Over the years she would offer me a place to sleep on her floor, create a 21st birthday party for me with a Barbie cake , she would help move me to yet another dirty shared house , she would encourage me to split with a guy I liked because I was "too mentally ill to have a relationship" , she would insist that I have an abortion and I did .I did everything she told me to .
Our 'strange' friendship ended over 11 years ago now , which is nearly as long as the time it lasted.
Today I am a teacher , an Aunt and on a 'Programme' where I am now learning how to communicate my feelings and how to have relationships.
The words she spoke then, echo into my everyday life and seem to make more sense now than they ever did then .
Friendship Series 2_04. Jean Wilson
We met over the garden gate. Literally. Heavily pregnant, I had moved from our upstairs flat to a larger terraced house closer to town and the beach: room for our imminent arrival and proximity to ‘all local amenities’ as the blurb went. She has loved me from the start, unconditionally. Her door is always open; the kettle always on. The relationship is hard to categorize. Her eldest was 24, her youngest 9 months, and her live-in daughter’s son 3 months. She is mother to six children, two of them twins. Was she mother, sister, equal friend? Age didn’t seem to matter.
Her accent betrays M’s Welsh origins and she had eschewed a career with the BBC to marry Norman, a northeast lad. She loves language and reading, common ground for us there then. She is interested in people and a good listener. Extremely generous, even when resources are limited, her perfect day is to be with family and friends, though I think she values a little peace as she has got older.
My life has been rich in friendships. Despite having moved cities several times, relationships have been maintained and grown with distance. Some have been for a season but many have been for life. What, I wonder, makes this richness? This year, M and I will have been friends for 45 years.
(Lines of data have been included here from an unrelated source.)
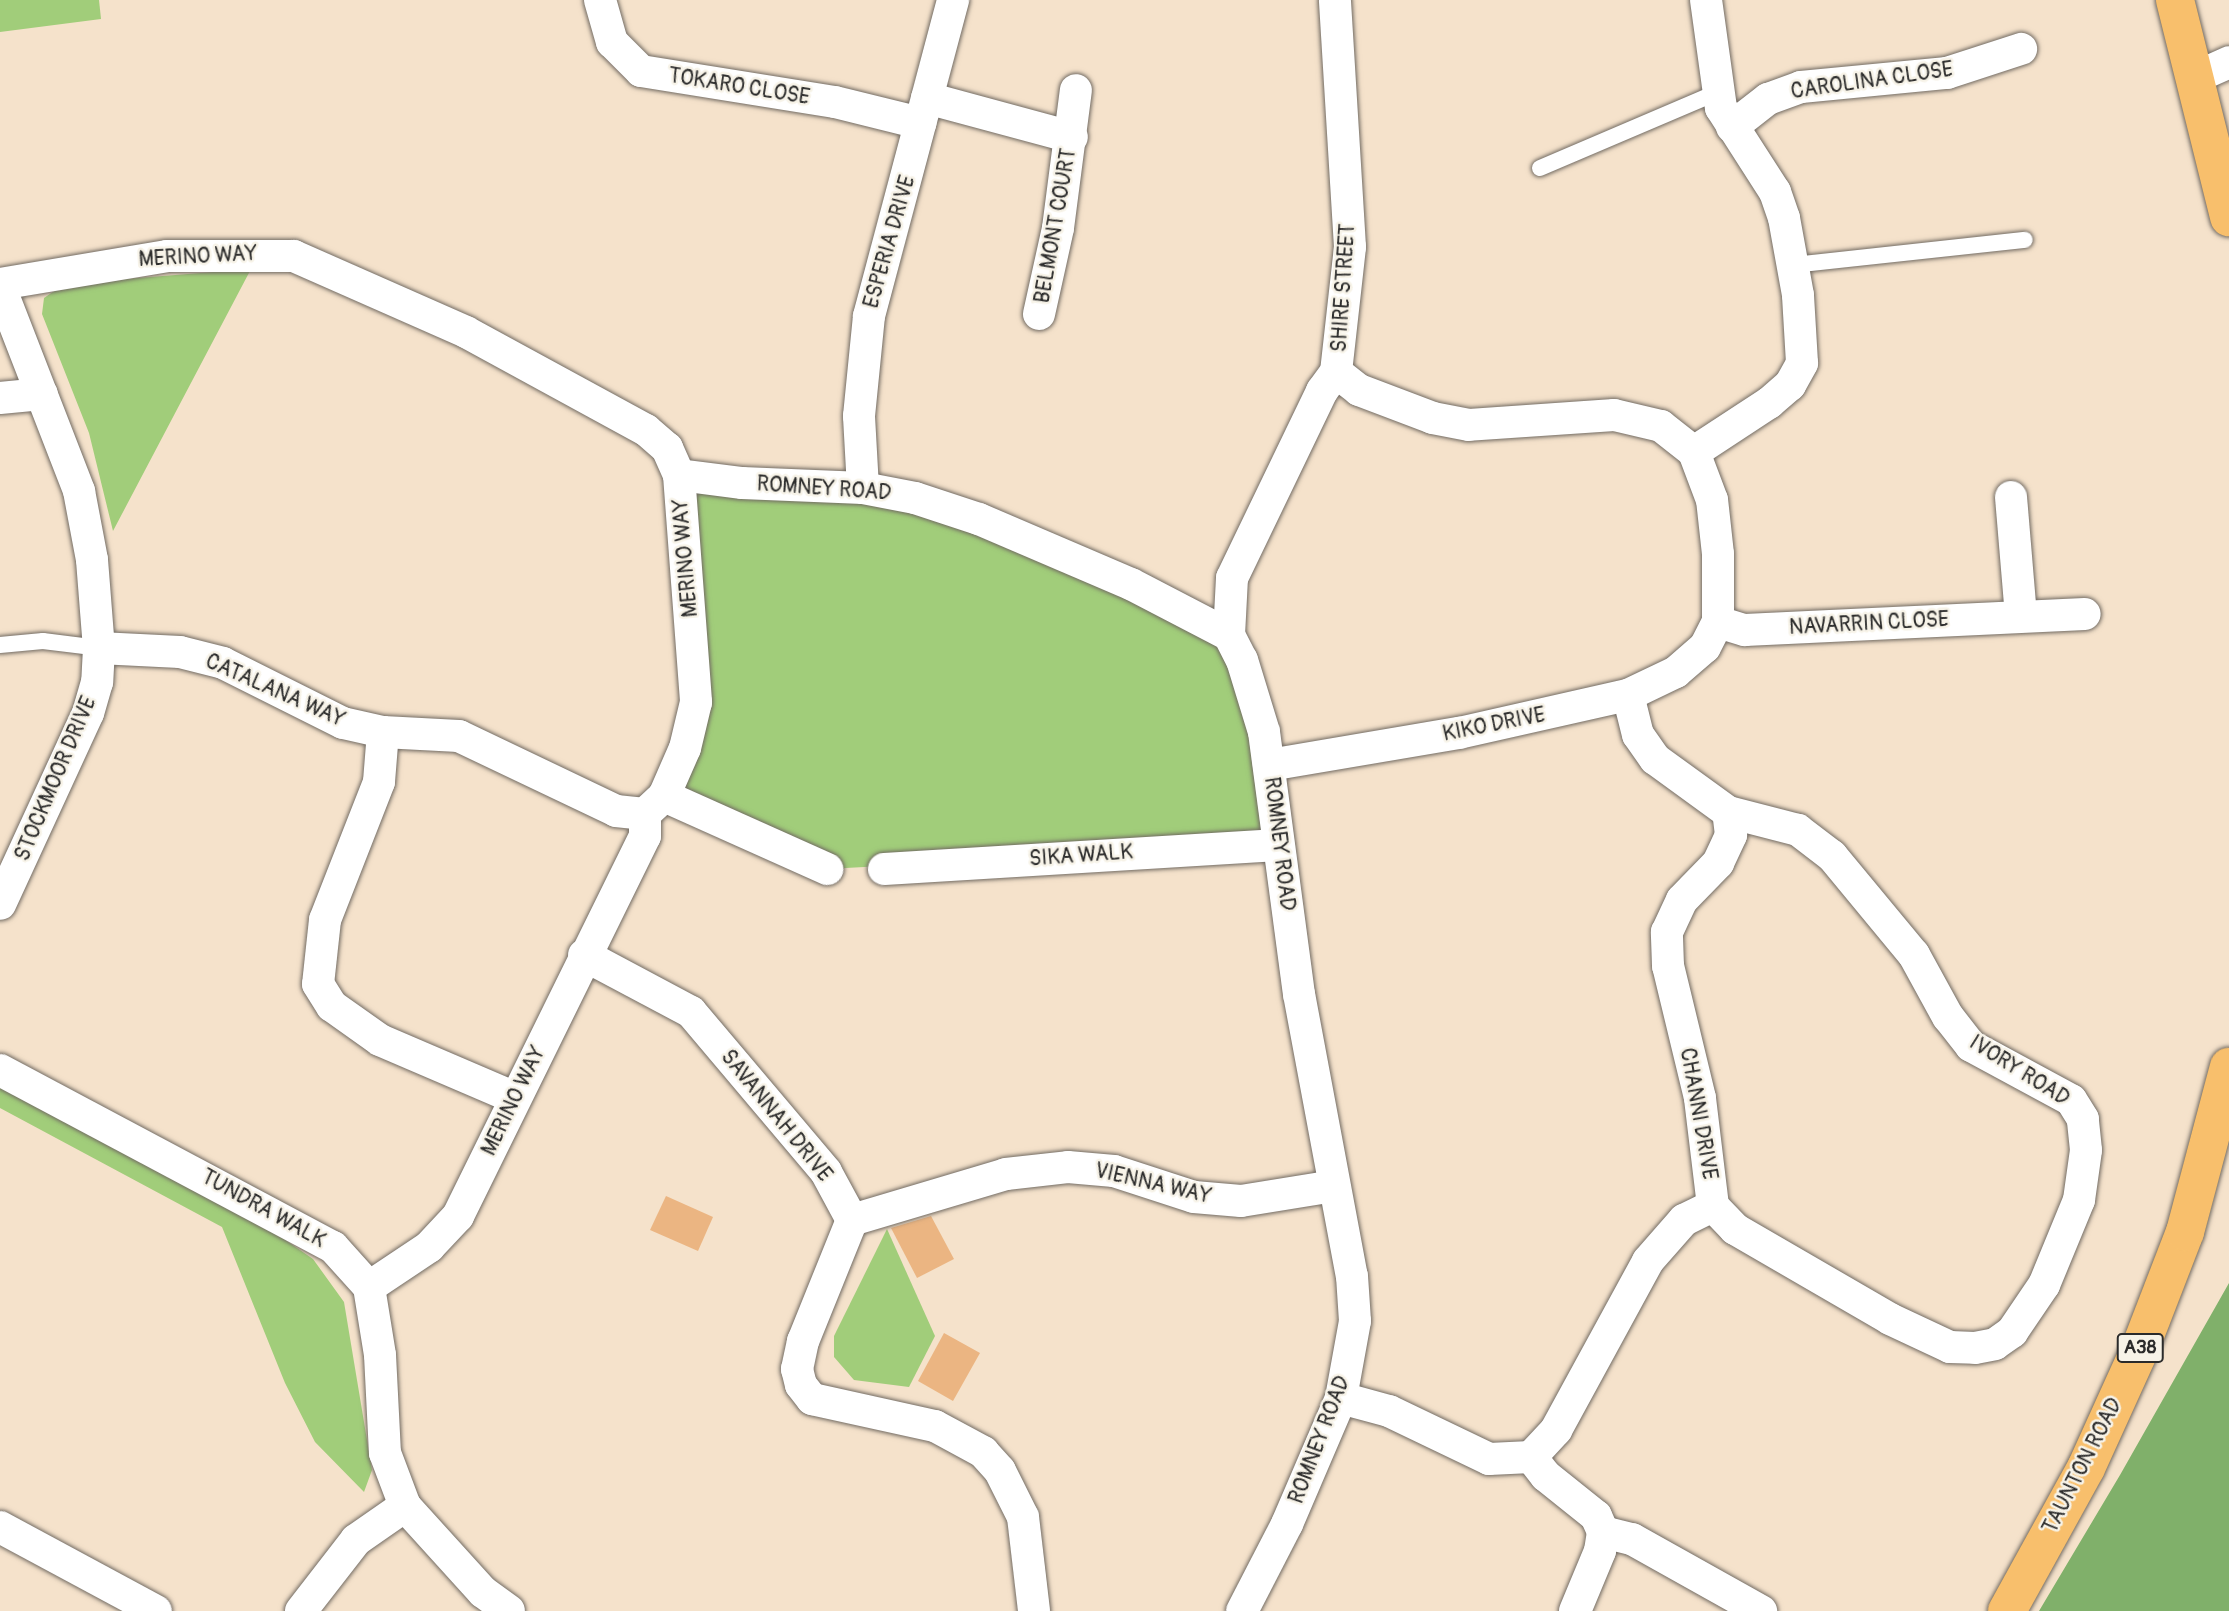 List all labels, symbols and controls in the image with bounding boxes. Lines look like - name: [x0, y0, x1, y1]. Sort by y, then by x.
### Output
- street label: CAROLINA CLOSE: [1789, 57, 1955, 105]
- street label: TOKARO CLOSE: [667, 63, 811, 111]
- street label: BELMONT COURT: [1030, 147, 1082, 305]
- street label: ESPERIA DRIVE: [859, 173, 921, 311]
- street label: SHIRE STREET: [1327, 223, 1361, 353]
- street label: MERINO WAY: [138, 241, 258, 273]
- street label: ROMNEY ROAD: [756, 472, 892, 506]
- street label: MERINO WAY: [668, 498, 704, 618]
- street label: NAVARRIN CLOSE: [1788, 607, 1950, 641]
- street label: CATALANA WAY: [201, 649, 349, 733]
- street label: STOCKMOOR DRIVE: [10, 693, 102, 865]
- street label: KIKO DRIVE: [1441, 703, 1547, 747]
- street label: ROMNEY ROAD: [1258, 776, 1300, 912]
- street label: SIKA WALK: [1028, 840, 1134, 872]
- street label: IVORY ROAD: [1964, 1030, 2074, 1112]
- street label: MERINO WAY: [477, 1042, 551, 1160]
- street label: SAVANNAH DRIVE: [715, 1045, 837, 1187]
- street label: CHANNI DRIVE: [1674, 1046, 1722, 1182]
- street label: VIENNA WAY: [1092, 1158, 1214, 1210]
- street label: TUNDRA WALK: [197, 1165, 329, 1253]
- road number: A38: [2116, 1332, 2164, 1364]
- street label: ROMNEY ROAD: [1284, 1373, 1356, 1507]
- street label: TAUNTON ROAD: [2038, 1394, 2128, 1538]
Despite moving away then returning to a different part of town, if we haven’t seen each other for a while, we catch up and are as close as ever. We have shared everything without judgement. Have we ever fallen out? No. We have differed in our opinions, but respected those differences. We have lived ‘next to’ not ‘in’. We’ve been tolerant and warm. Both of us.
Thank you very much for your feedback Tanya. It is music to my ears that it was right to follow my instinct on my voice. It still blows my mind that you take the time to read all of our memories and comment on them! You are so very generous and I can't thank you enough. Hope you are all well and have a beautiful weekend.